DATA FOR THIS TASK START
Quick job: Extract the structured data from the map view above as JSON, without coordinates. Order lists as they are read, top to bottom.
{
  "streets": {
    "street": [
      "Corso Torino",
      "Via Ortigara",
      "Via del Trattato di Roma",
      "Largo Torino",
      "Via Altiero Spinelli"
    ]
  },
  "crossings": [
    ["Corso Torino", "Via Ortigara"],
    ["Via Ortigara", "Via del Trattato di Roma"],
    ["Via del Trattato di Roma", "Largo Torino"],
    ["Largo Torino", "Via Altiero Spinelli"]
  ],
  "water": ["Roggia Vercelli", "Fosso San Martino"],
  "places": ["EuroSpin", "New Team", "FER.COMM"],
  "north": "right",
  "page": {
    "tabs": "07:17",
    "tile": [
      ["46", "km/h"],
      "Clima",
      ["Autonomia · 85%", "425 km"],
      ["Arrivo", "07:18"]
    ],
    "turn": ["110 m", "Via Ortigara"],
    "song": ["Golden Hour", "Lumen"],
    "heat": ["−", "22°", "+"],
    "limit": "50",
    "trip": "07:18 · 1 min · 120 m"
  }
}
DATA FOR THIS TASK END
▶ PROBLEM TO SOLVE
Search the listing above for "Largo" and copy every line that holds it.

▶ ANSWER TO THIS PROBLEM
      "Largo Torino",
    ["Via del Trattato di Roma", "Largo Torino"],
    ["Largo Torino", "Via Altiero Spinelli"]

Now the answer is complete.